Unlike the situation in Durham v. Melly (14 A D 2d 3.89, 393), the sample here was delivered directly to the chemist who performed the analysis and, in the absence of any evidence giving rise to a reasonable belief that the condition of the sample may have changed in that short interval, we must find the chain of possession was adequately established under all the circumstances.
We are satisfied that the business records of the deceased chemist were properly admitted into evidence. Ackerbauer’s son and coemployee’s testimony established an adequate foundation to qualify said records as a business entry exception to the hearsay rule (CPLR 4518, subd. [a]; CPL 60.10. See Rodririguez v. Zampella, 42 A D 2d 805; Jezowski v. Beach, 59 Misc 2d 224; 5 Weinstein-Korn-Miller, N. Y. Civ. Prac., par 4518.09, n. 48b). We note that the result of the standard and scientifically accepted test was the product of a simple mathematical computation (see Thomas v. Hogan, 308 F. 2d 355, 360-361; Matter of Brown v. Murphy, 43 A D 2d 524).
The fact that some of the entries in the records were out of chronological order affects the weight to be given to the evidence but not its admissibility (cf. Thomas v. Hogan, supra; United States v. New York Foreign Trade Zone Operators, 304 F, 2d 792, 797-798). It is also noteworthy that there was nothing *312irregular about this particular entry and that it appeared ill proper chronological order.
Although admission of such records obviously impaired defendant’s rights of confrontation and cross-examination, it did not violate his constitutional rights in these respects (see People v. Nisonoff, 293 N. Y. 597). Indeed the procedure followed in the instant case closely parallels that in Nisonoff, although the records involved here are not public records. The court in Nisonoff recognized that the holding there was not strictly limited to public records (p. 604) and its extension to this case is a logical outgrowth of the reasoning therein (cf. Kuklis v. Hancock, 428 F. 2d 608, 612-613).
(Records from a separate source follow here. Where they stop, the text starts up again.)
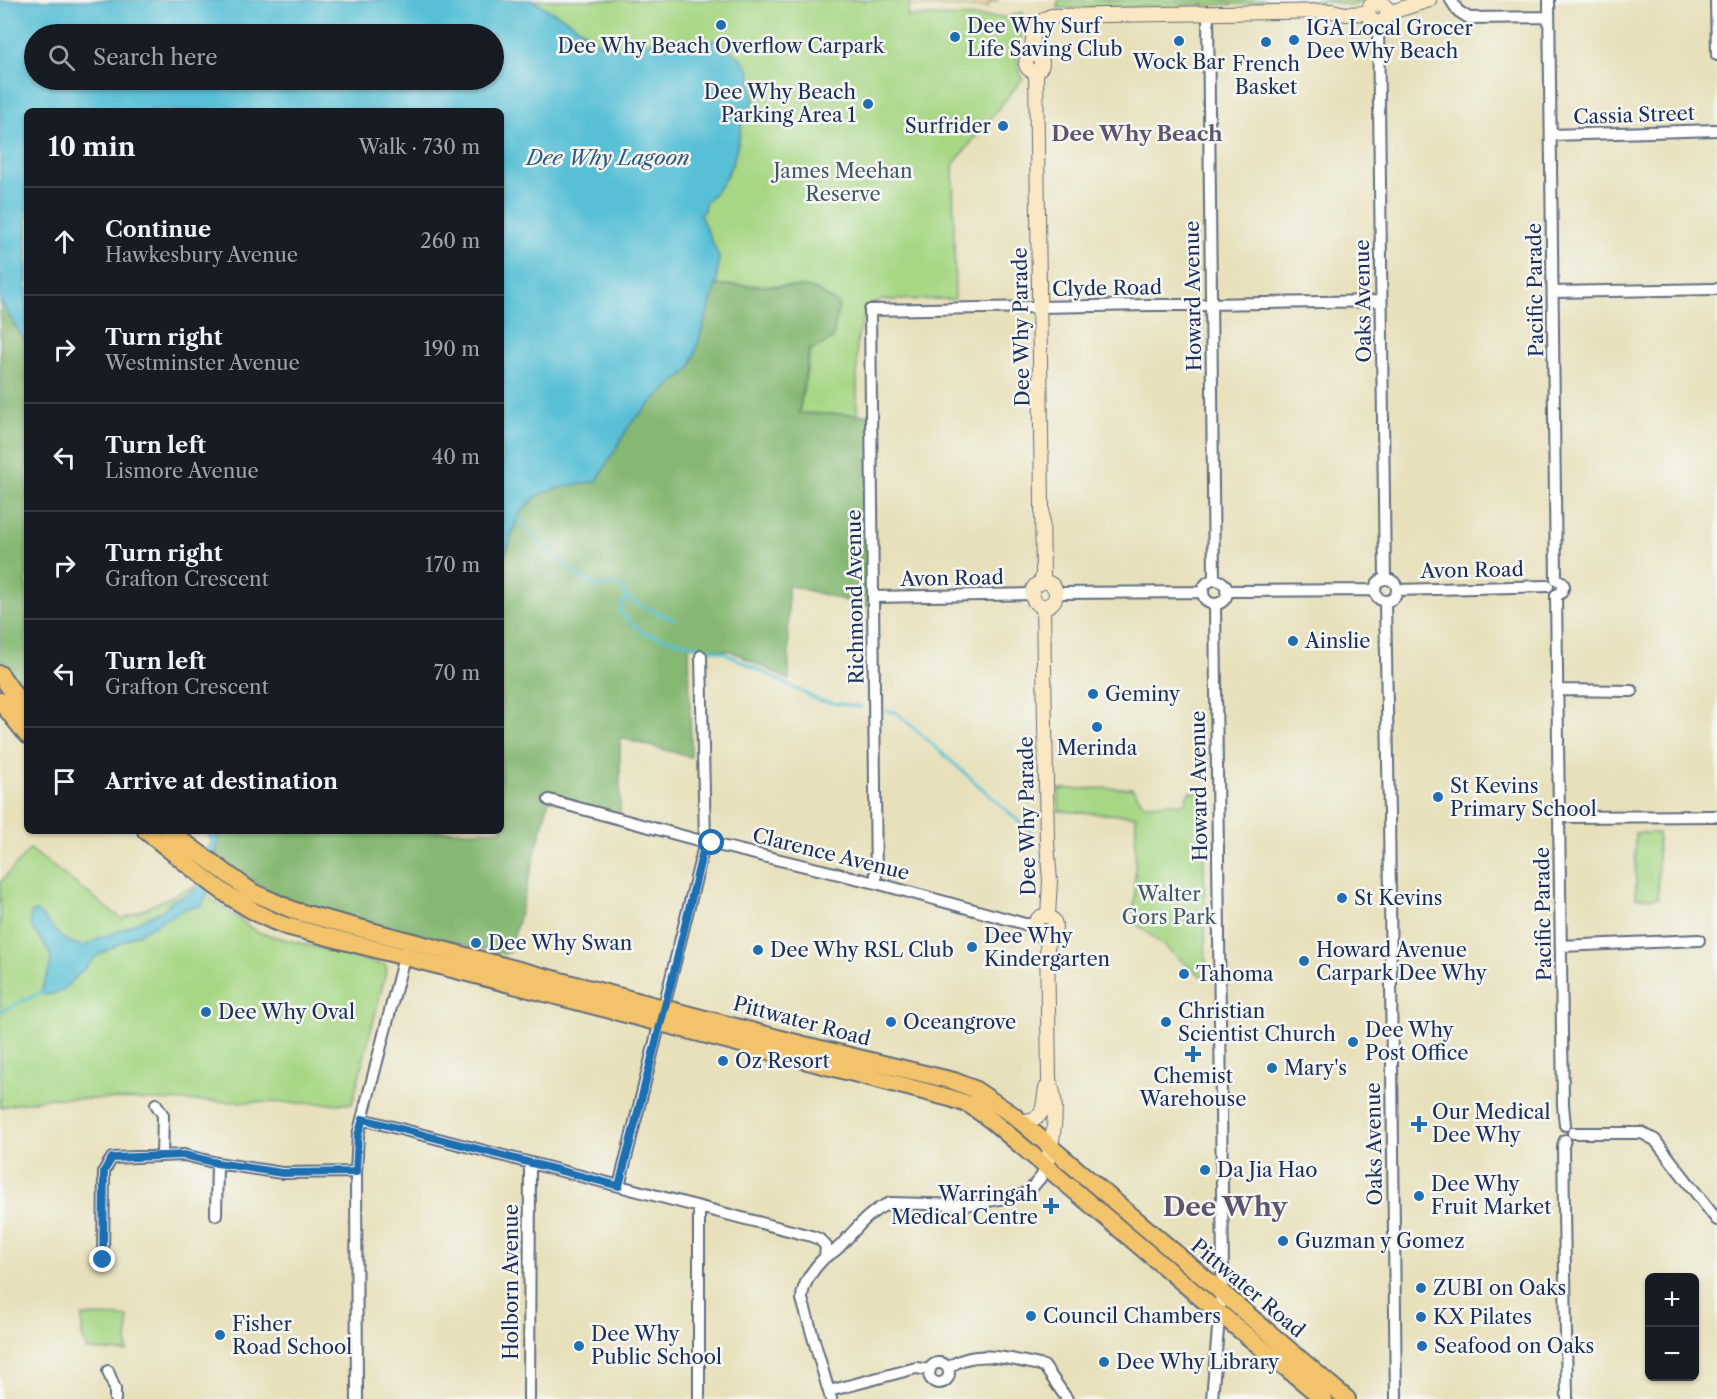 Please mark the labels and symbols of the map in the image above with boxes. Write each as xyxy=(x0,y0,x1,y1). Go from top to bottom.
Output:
place label: Dee Why Surf Life Saving Club xyxy=(967,14,1123,61)
place label: IGA Local Grocer Dee Why Beach xyxy=(1306,16,1473,63)
marker: Dee Why Beach Overflow Carpark xyxy=(714,18,728,32)
marker: Dee Why Surf Life Saving Club xyxy=(948,30,962,44)
marker: IGA Local Grocer Dee Why Beach xyxy=(1287,33,1301,47)
place label: Dee Why Beach Overflow Carpark xyxy=(558,34,886,58)
marker: Wock Bar xyxy=(1172,34,1186,48)
marker: French Basket xyxy=(1259,35,1273,49)
place label: Wock Bar xyxy=(1132,50,1226,74)
place label: French Basket xyxy=(1232,52,1300,99)
place label: Dee Why Beach Parking Area 1 xyxy=(704,80,857,127)
marker: Dee Why Beach Parking Area 1 xyxy=(861,97,875,111)
street label: Cassia Street xyxy=(1573,101,1695,129)
place label: Surfrider xyxy=(905,114,992,138)
marker: Surfrider xyxy=(996,119,1010,133)
district label: Dee Why Beach xyxy=(1051,121,1223,146)
water label: Dee Why Lagoon xyxy=(524,145,690,170)
park label: James Meehan Reserve xyxy=(771,159,913,206)
street label: Howard Avenue xyxy=(1180,220,1206,372)
street label: Pacific Parade xyxy=(1522,223,1548,357)
street label: Oaks Avenue xyxy=(1350,239,1376,363)
street label: Dee Why Parade xyxy=(1008,247,1034,407)
street label: Clyde Road xyxy=(1052,275,1162,301)
street label: Richmond Avenue xyxy=(841,509,869,685)
street label: Avon Road xyxy=(1419,557,1524,583)
street label: Avon Road xyxy=(899,565,1004,591)
place label: Ainslie xyxy=(1304,629,1370,653)
marker: Ainslie xyxy=(1286,634,1300,648)
place label: Geminy xyxy=(1105,682,1181,706)
marker: Geminy xyxy=(1086,687,1100,701)
street label: Howard Avenue xyxy=(1186,710,1212,862)
marker: Merinda xyxy=(1090,720,1104,734)
street label: Dee Why Parade xyxy=(1014,736,1040,896)
place label: Merinda xyxy=(1057,736,1138,760)
place label: St Kevins Primary School xyxy=(1450,774,1597,821)
marker: St Kevins Primary School xyxy=(1431,790,1445,804)
street label: Clarence Avenue xyxy=(750,823,912,885)
route start xyxy=(698,829,724,855)
street label: Pacific Parade xyxy=(1530,847,1556,981)
park label: Walter Gors Park xyxy=(1122,882,1218,929)
place label: St Kevins xyxy=(1354,886,1442,910)
marker: St Kevins xyxy=(1335,891,1349,905)
place label: Dee Why Kindergarten xyxy=(984,924,1111,971)
place label: Dee Why Swan xyxy=(488,931,633,955)
marker: Dee Why Swan xyxy=(469,936,483,950)
place label: Dee Why RSL Club xyxy=(770,938,954,962)
place label: Howard Avenue Carpark Dee Why xyxy=(1316,938,1488,985)
marker: Dee Why Kindergarten xyxy=(965,940,979,954)
marker: Dee Why RSL Club xyxy=(751,943,765,957)
marker: Howard Avenue Carpark Dee Why xyxy=(1297,954,1311,968)
place label: Tahoma xyxy=(1196,962,1274,986)
marker: Tahoma xyxy=(1177,967,1191,981)
street label: Pittwater Road xyxy=(731,991,873,1051)
place label: Christian Scientist Church xyxy=(1178,999,1336,1046)
place label: Dee Why Oval xyxy=(218,1000,355,1024)
marker: Dee Why Oval xyxy=(199,1005,213,1019)
place label: Oceangrove xyxy=(903,1010,1016,1034)
marker: Oceangrove xyxy=(884,1015,898,1029)
marker: Christian Scientist Church xyxy=(1159,1015,1173,1029)
place label: Dee Why Post Office xyxy=(1365,1018,1469,1065)
marker: Dee Why Post Office xyxy=(1346,1035,1360,1049)
marker: Chemist Warehouse xyxy=(1186,1047,1200,1061)
place label: Oz Resort xyxy=(735,1049,829,1073)
marker: Oz Resort xyxy=(716,1054,730,1068)
place label: Mary's xyxy=(1284,1056,1347,1080)
marker: Mary's xyxy=(1265,1061,1279,1075)
place label: Chemist Warehouse xyxy=(1138,1064,1247,1111)
street label: Oaks Avenue xyxy=(1361,1082,1387,1206)
place label: Our Medical Dee Why xyxy=(1432,1100,1551,1147)
marker: Our Medical Dee Why xyxy=(1410,1115,1428,1133)
place label: Da Jia Hao xyxy=(1217,1158,1317,1182)
marker: Da Jia Hao xyxy=(1198,1163,1212,1177)
place label: Dee Why Fruit Market xyxy=(1431,1172,1551,1219)
place label: Warringah Medical Centre xyxy=(891,1182,1038,1229)
marker: Dee Why Fruit Market xyxy=(1412,1189,1426,1203)
district label: Dee Why xyxy=(1163,1191,1288,1223)
marker: Warringah Medical Centre xyxy=(1042,1197,1060,1215)
street label: Holborn Avenue xyxy=(499,1204,523,1360)
place label: Guzman y Gomez xyxy=(1295,1229,1464,1253)
street label: Pittwater Road xyxy=(1186,1233,1310,1343)
marker: Guzman y Gomez xyxy=(1276,1234,1290,1248)
route end xyxy=(89,1246,115,1272)
place label: ZUBI on Oaks xyxy=(1433,1276,1566,1300)
marker: ZUBI on Oaks xyxy=(1414,1281,1428,1295)
place label: Council Chambers xyxy=(1043,1304,1221,1328)
place label: KX Pilates xyxy=(1433,1305,1532,1329)
marker: Council Chambers xyxy=(1024,1309,1038,1323)
marker: KX Pilates xyxy=(1414,1310,1428,1324)
place label: Fisher Road School xyxy=(232,1312,352,1359)
place label: Dee Why Public School xyxy=(591,1322,722,1369)
marker: Fisher Road School xyxy=(213,1328,227,1342)
place label: Seafood on Oaks xyxy=(1434,1334,1594,1358)
marker: Dee Why Public School xyxy=(572,1339,586,1353)
marker: Seafood on Oaks xyxy=(1415,1339,1429,1353)
place label: Dee Why Library xyxy=(1116,1350,1280,1374)
marker: Dee Why Library xyxy=(1097,1355,1111,1369) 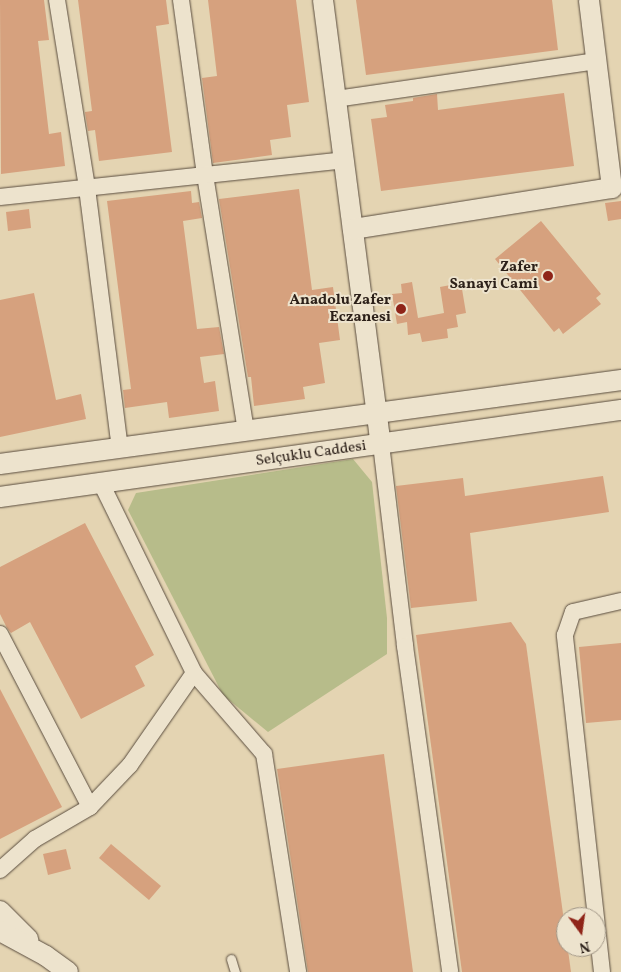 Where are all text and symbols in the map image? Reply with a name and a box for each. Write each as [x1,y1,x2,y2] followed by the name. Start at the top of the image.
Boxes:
[449,258,538,293] place label: Zafer Sanayi Cami
[542,270,554,282] marker: Zafer Sanayi Cami
[289,291,391,326] place label: Anadolu Zafer Eczanesi
[395,303,407,315] marker: Anadolu Zafer Eczanesi
[255,437,367,471] street label: Selçuklu Caddesi
[556,907,606,957] north arrow
[577,936,592,957] text: N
The chemist’s business records were admissible not only to establish that he did perform the test but also to establish the accuracy of said tests (United States v. Ware, 247 F. 2d 698. Of. People v. Foster, 27 N Y 2d 47; People v. Richardson, 38 A D 2d 990). The possibility that the chemist may not have been properly qualified or may have performed the test erroneously affects the weight to be given to such evidence but not its admissibility (Thomas v. Hogan, 308 F. 2d 355, 360-361, supra; United States v. New York Foreign Trade Zone Operators, 304 F. 2d 792, 797-798, supra), unless when such evidence is offered the showing of unreliability is complete (Thomas v. Hogan, supra).
In sum, while it is normally advisable, if not necessary, to produce the chemist in cases where a chemical test is arguably an important factor in a jury verdict, there must be some flexibility in the law to accommodate an unusual situation such as this where mindless adherence to rigid rules would ill serve the interests of justice. The death of the chemist here was unforeseeable, the test could not be duplicated. Yet there existed adequate assurances of reliability of the results of the simple and scientifically accepted tests (see Thomas v. Hogan, supra). From the evidence elicited at trial, it is clear that, given the physical findings of the deceased tester, the conclusion to be drawn was not a matter of judgment but merely one of mathematical computation (Kuklis v. Hancock, 428 F. 2d 608, supra). In addition, the test results were not the sole proof of intoxication (cf. People v. Sansalone, 208 Misc. 491, 493, supra) and may not even have been necessary to sustain the verdict.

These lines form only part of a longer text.